WHAT IS NEEDED: Records follow. Pull out every line that contains "grid".

************

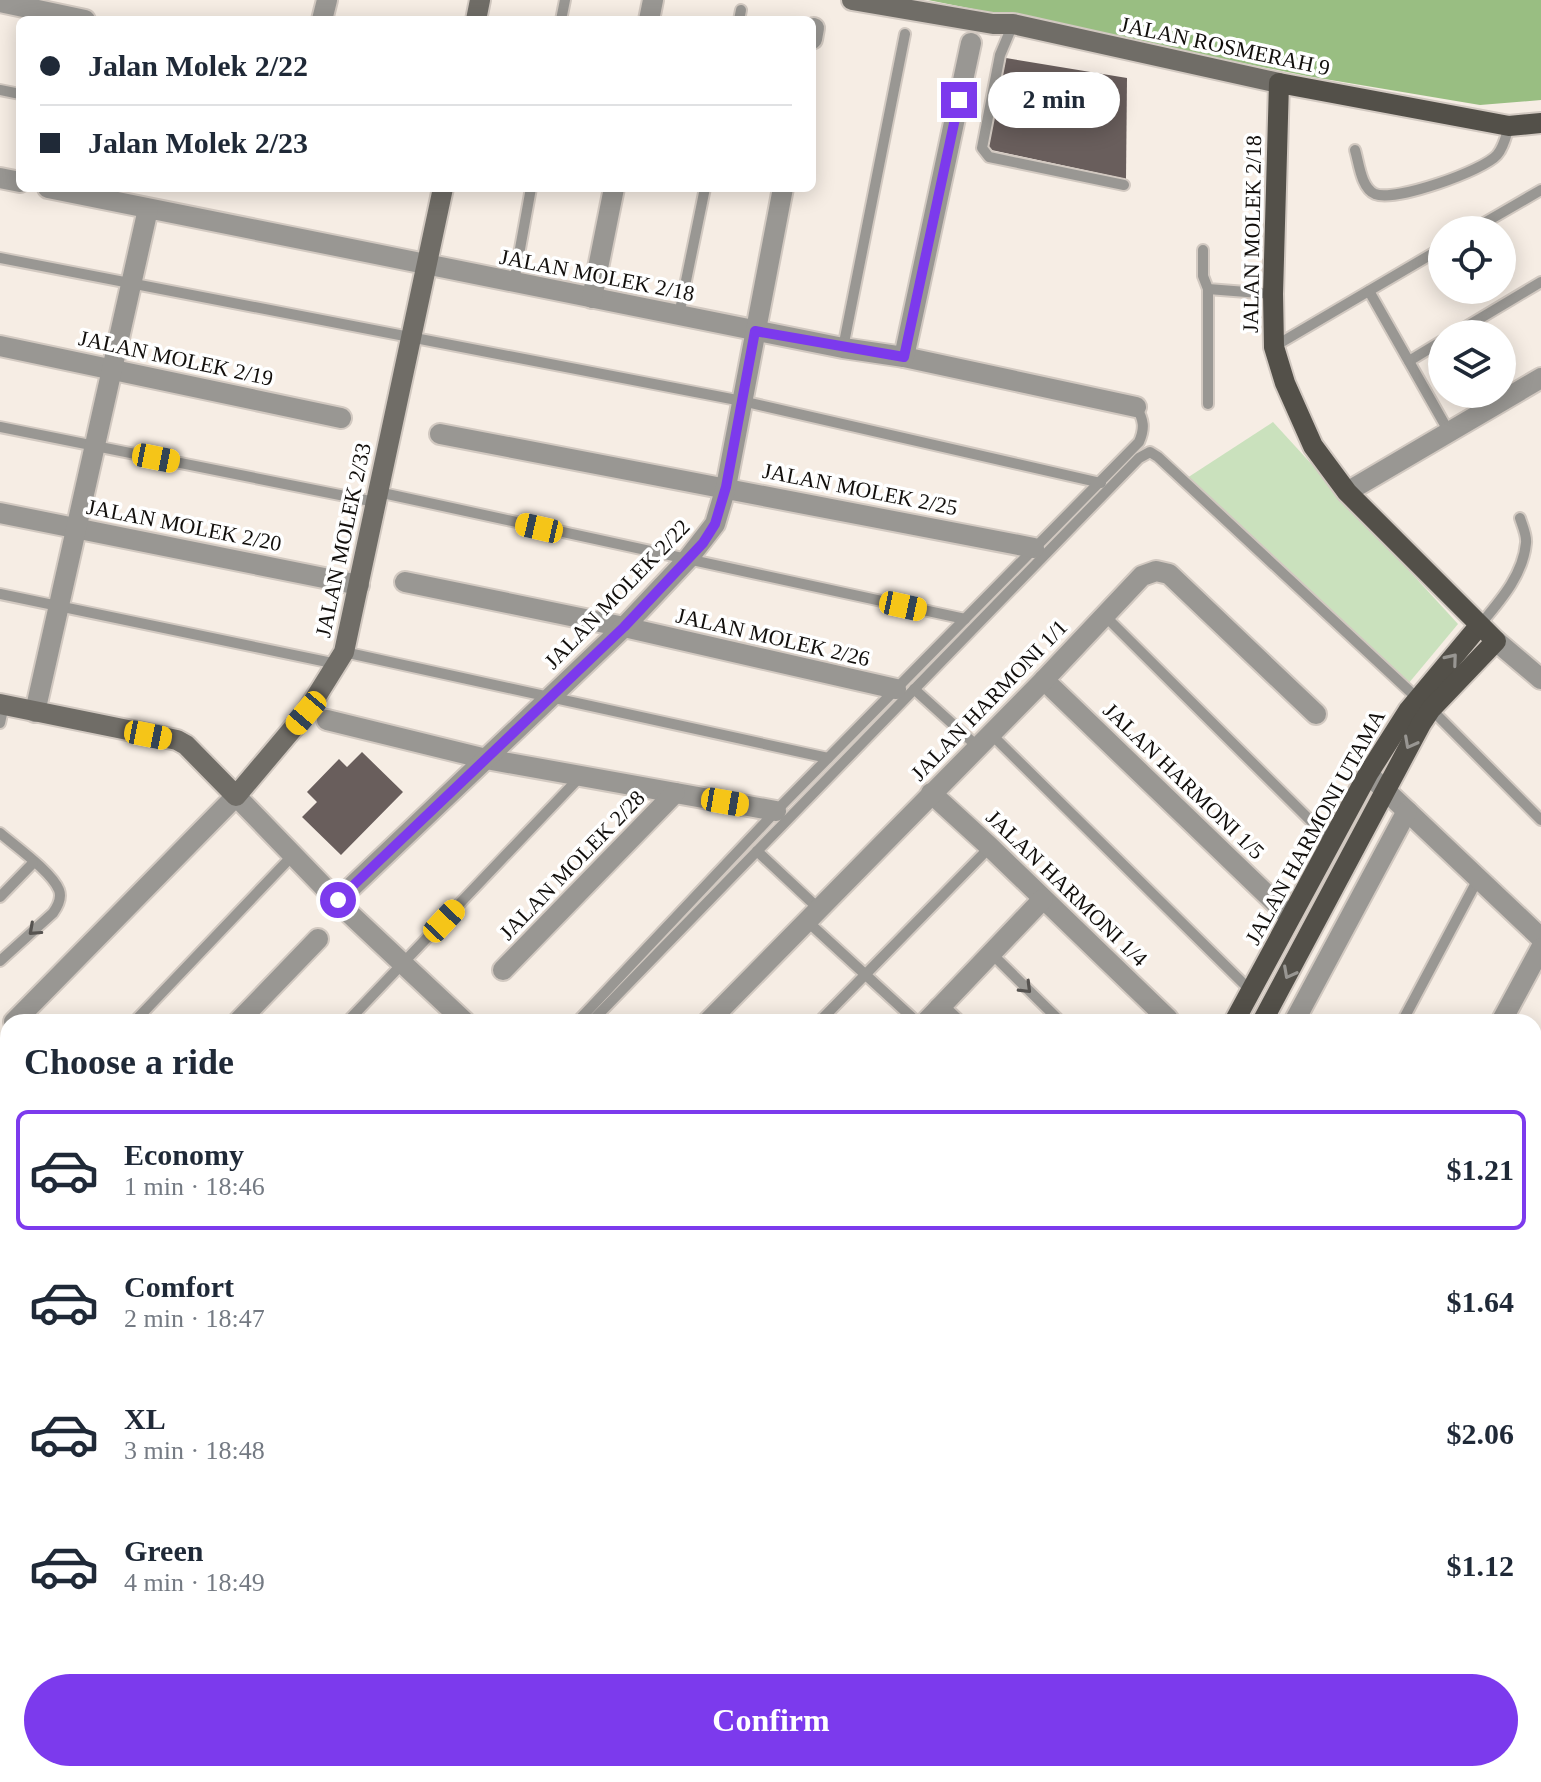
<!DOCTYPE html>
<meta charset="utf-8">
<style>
:root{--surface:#fff;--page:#f6f6f7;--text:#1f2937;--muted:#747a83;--line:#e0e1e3;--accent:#7c3aed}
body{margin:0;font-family:"Times New Roman",serif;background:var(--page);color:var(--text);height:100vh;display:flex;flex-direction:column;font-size:30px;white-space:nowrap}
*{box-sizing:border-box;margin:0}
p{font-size:26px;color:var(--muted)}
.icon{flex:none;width:44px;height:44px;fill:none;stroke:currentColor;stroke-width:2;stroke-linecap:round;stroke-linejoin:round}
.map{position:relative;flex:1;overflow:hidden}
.drawer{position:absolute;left:0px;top:1014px;width:1542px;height:768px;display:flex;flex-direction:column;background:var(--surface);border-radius:24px 24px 0 0;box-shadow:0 4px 20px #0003}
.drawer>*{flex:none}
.guide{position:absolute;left:16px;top:16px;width:800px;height:176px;border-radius:12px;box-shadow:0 4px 20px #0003;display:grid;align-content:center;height:176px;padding:0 24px;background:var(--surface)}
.fabs{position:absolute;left:1428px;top:216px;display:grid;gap:16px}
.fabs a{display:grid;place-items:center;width:88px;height:88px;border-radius:50%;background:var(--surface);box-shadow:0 4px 20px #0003;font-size:40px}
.end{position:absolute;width:36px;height:36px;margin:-18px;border:10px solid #7c3aed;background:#fff;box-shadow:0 0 0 4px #fff}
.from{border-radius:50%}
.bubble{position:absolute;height:56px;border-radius:28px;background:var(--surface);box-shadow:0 4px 20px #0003;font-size:26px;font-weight:700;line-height:56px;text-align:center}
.car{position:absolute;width:24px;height:48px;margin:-24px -12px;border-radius:10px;box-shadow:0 0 6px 2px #0007;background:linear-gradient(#f5c518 24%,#345 0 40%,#f5c518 0 76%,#345 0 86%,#f5c518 0)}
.guide b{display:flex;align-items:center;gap:28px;height:76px;font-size:30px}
.guide b+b{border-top:2px solid var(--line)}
.guide i{width:20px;height:20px;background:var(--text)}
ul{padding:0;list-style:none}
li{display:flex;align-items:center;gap:24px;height:120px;margin:0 16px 12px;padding:0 8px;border:4px solid transparent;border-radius:12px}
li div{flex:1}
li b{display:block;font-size:30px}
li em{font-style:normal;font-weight:700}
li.active{border-color:var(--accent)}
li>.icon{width:72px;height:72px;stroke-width:1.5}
h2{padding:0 24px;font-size:36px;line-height:96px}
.action{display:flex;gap:16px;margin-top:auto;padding:16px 24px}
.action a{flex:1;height:92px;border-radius:48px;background:var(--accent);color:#fff;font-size:32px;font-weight:700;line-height:92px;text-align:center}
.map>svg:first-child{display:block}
</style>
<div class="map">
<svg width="1541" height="1782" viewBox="0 0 1541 1782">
<rect width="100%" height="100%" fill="#f6ede4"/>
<path fill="#cae1bd" d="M1273 422 1458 624 1408 684 1187 478Z"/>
<path fill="#99be82" d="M928 0H1541V100L1480 105 1307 76Z"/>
<g fill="#695e5c">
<path d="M1006 58 1127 78 1126 179 987 149Z"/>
<path d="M362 752 403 792 341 855 302 817 317 802 307 792 339 759 347 767Z"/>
</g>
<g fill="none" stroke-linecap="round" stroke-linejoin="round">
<defs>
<g id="lane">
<path d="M561 20 565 0"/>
<path d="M739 20 741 10"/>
<path d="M1013 24 1000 55 982 148 989 157 1124 185"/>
<path d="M0 90 20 94"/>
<path d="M1355 150C1359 163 1361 188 1375 194 1395 202 1483 171 1497 155 1504 147 1506 136 1509 126"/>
<path d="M1472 230 1541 190"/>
<path d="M1203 250V276L1208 289 1273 294"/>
<path d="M0 258 742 401 1101 483"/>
<path d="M514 282 531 188"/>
<path d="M1208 289V404"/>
<path d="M1369 291 1449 432"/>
<path d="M679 315 705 188"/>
<path d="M1454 334 1541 282"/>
<path d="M1275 346 1442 248"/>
<path d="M843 348 905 34"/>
<path d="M1409 361 1442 341"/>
<path d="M0 427 375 502"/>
<path d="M378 492 965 619"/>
<path d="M0 594 337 664"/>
<path d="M1104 615 1330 840"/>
<path d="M1479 626C1499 602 1523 576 1526 543 1527 535 1522 525 1520 518"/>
<path d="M344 652 828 758"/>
<path d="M914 689 978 747"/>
<path d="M1431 709 1541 820"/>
<path d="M0 723 4 705"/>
<path d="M991 734 1251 991"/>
<path d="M0 833C15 846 52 872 59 890 62 898 58 906 53 913L0 961"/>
<path d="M757 851 819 909"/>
<path d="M0 897 33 863"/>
<path d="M807 921 917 1022"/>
<path d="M992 954 1061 1022"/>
<path d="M134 1022 294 854"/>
<path d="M347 1022 580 777"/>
<path d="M577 1022 776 811 1139 442C1145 428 1144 420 1136 407"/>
<path d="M591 1022 1139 458 1150 452 1158 457 1418 699"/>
<path d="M819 1022 990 847"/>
<path d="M1402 1022 1478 879"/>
<path d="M1534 1039 1541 1046"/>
<path d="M0 1160 8 1152"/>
<path d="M0 1381 8 1373"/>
<path d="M1534 1460 1541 1448"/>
<path d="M0 1514 8 1522"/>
<path d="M0 1609 8 1600"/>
<path d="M1534 1618 1541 1623"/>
<path d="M0 1626 8 1618"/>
<path d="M35 1774 44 1782"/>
<path d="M258 1774 266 1782"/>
<path d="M866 1774 875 1782"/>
<path d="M1052 1774 1059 1782"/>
<path d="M1222 1774 1229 1782"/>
<path d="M297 1782 305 1774"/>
<path d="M512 1782 520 1774"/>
</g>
<g id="street">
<path d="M0 2 85 20"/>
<path d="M322 20 327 0"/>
<path d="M649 20 653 0"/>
<path d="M812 39 814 28"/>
<path d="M0 178 20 182"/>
<path d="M48 188 843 348 904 357 1136 407"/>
<path d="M592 298 614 188"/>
<path d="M0 346 341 418"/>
<path d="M904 357 971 43"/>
<path d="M440 434 1034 548"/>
<path d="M1347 492 1541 378"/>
<path d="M0 513 359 585"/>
<path d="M405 582 624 627 896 689"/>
<path d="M1496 641 1541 679"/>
<path d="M1044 680 1290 917"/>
<path d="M35 712 148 209"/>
<path d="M327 720 486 759 776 811"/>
<path d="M1368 774 1541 938"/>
<path d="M931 793 990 847 1168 1019"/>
<path d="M338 900 624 627 687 560 715 524 726 487 783 188"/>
<path d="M503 970 675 793"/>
<path d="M939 1008 954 1022"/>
<path d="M14 1022 236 796 350 914 465 1022"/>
<path d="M238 1022 318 939"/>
<path d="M708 1022 1044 680 1142 576 1156 571 1169 574 1316 714"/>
<path d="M926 1022 1043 899"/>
<path d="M1294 1022 1407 811"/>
<path d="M1501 1022 1541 948"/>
<path d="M0 1060 8 1068"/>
<path d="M1534 1145 1541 1152"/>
<path d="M0 1267 8 1259"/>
<path d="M1534 1285 1541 1272"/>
<path d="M0 1498 8 1490"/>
<path d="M1534 1516 1541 1521"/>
<path d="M1534 1643 1541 1640"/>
<path d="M0 1749 8 1742"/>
<path d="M1534 1752 1541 1748"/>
<path d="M165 1774 173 1782"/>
<path d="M773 1774 782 1782"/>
<path d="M953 1774 962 1782"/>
<path d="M1128 1774 1136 1782"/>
<path d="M401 1782 408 1774"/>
<path d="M641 1782 648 1774"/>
<path d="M1100 1782 1108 1774"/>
<path d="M1485 1782 1498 1774"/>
</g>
<g id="secondary">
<path d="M852 0 993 24H1013L1279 83"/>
<path d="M476 20 480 0"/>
<path d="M0 704 177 740 186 745 236 796 306 713 344 652 443 188"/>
</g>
<g id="primary">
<path d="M1234 1022 1368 774 1408 711 1479 626"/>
<path d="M1262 1022 1421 724 1431 709 1496 641 1347 492 1313 446 1285 383 1274 347 1273 294 1279 83 1509 126 1541 123"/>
<path d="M686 1782 694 1774"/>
<path d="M718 1782 726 1774"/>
</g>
</defs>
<use href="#lane" stroke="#d2c9c1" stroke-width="14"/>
<use href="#street" stroke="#d2c9c1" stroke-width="24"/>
<use href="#secondary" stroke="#d2c9c1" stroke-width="24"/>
<use href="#primary" stroke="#d2c9c1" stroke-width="24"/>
<use href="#lane" stroke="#999793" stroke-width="10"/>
<use href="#street" stroke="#999793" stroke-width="20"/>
<use href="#secondary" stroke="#706d67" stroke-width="20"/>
<use href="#primary" stroke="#535049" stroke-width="20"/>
</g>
<defs><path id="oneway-chevron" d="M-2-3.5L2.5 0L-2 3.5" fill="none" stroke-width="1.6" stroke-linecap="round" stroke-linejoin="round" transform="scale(2)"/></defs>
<g stroke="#989692">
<use href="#oneway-chevron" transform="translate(1452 659) rotate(-50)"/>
<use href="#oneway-chevron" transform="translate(1410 743) rotate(118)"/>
<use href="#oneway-chevron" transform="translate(1289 973) rotate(118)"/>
</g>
<g stroke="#565350">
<use href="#oneway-chevron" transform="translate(34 930) rotate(138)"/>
<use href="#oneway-chevron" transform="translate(1026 988) rotate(45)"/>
</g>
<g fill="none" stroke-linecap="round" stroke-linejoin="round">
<path stroke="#7c3aed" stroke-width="10" d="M338 900 624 627 703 543 715 524 726 487 755 331 904 357 959 100"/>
</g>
<g text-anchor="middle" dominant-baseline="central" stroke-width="7" stroke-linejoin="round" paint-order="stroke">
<g font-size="22" fill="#120f0c" stroke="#fff">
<text transform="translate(1225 46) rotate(12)">JALAN ROSMERAH 9</text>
<text transform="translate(1252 234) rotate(-89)">JALAN MOLEK 2/18</text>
<text transform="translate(597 275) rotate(11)">JALAN MOLEK 2/18</text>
<text transform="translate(176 358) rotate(12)">JALAN MOLEK 2/19</text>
<text transform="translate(860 489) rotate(11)">JALAN MOLEK 2/25</text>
<text transform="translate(184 525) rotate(11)">JALAN MOLEK 2/20</text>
<text transform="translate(343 540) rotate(-78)">JALAN MOLEK 2/33</text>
<text transform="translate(617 594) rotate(-46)">JALAN MOLEK 2/22</text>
<text transform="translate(773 637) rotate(13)">JALAN MOLEK 2/26</text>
<text transform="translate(989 700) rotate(-46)">JALAN HARMONI 1/1</text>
<text transform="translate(1184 781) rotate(44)">JALAN HARMONI 1/5</text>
<text transform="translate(1315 827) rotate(-61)">JALAN HARMONI UTAMA</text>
<text transform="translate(572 865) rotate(-46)">JALAN MOLEK 2/28</text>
<text transform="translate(1067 888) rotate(44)">JALAN HARMONI 1/4</text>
</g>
</g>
</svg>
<div class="fabs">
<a><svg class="icon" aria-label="locate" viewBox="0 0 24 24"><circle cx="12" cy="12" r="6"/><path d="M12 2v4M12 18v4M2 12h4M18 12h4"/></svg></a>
<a><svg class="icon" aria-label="layers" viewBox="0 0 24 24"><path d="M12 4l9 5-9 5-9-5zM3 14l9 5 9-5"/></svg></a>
</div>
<i class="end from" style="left:338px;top:900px"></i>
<i class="end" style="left:959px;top:100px"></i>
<div class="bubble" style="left:988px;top:72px;width:132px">2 min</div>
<i class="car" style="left:156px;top:458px;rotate:101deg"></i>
<i class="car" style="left:539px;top:528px;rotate:283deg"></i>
<i class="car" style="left:903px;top:606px;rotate:102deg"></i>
<i class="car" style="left:306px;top:713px;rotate:220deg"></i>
<i class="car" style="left:148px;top:735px;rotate:101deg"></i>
<i class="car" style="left:725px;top:802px;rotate:100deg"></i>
<i class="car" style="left:444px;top:921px;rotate:43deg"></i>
<div class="guide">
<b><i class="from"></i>Jalan Molek 2/22</b>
<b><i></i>Jalan Molek 2/23</b>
</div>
<section class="drawer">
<h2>Choose a ride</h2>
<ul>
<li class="active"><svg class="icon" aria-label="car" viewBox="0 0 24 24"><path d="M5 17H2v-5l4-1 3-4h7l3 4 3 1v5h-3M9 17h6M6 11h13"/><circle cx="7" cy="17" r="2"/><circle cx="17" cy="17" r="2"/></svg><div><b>Economy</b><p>1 min · 18:46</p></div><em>$1.21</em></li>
<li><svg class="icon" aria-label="car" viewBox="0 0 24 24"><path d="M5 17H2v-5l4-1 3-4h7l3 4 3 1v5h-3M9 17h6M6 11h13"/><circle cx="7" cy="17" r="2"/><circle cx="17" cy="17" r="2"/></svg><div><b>Comfort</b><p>2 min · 18:47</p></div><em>$1.64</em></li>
<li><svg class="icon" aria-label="car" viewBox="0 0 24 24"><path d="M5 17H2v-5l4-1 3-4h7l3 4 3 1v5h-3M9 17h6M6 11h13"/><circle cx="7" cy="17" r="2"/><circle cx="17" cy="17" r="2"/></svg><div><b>XL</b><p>3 min · 18:48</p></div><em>$2.06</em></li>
<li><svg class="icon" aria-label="car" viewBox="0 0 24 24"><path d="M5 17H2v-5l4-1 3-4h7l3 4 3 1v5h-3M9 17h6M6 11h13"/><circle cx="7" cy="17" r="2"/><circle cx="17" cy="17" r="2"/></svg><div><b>Green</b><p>4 min · 18:49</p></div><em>$1.12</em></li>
</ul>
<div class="action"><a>Confirm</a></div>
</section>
</div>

************

RESULT OF THE EXERCISE:
.guide{position:absolute;left:16px;top:16px;width:800px;height:176px;border-radius:12px;box-shadow:0 4px 20px #0003;display:grid;align-content:center;height:176px;padding:0 24px;background:var(--surface)}
.fabs{position:absolute;left:1428px;top:216px;display:grid;gap:16px}
.fabs a{display:grid;place-items:center;width:88px;height:88px;border-radius:50%;background:var(--surface);box-shadow:0 4px 20px #0003;font-size:40px}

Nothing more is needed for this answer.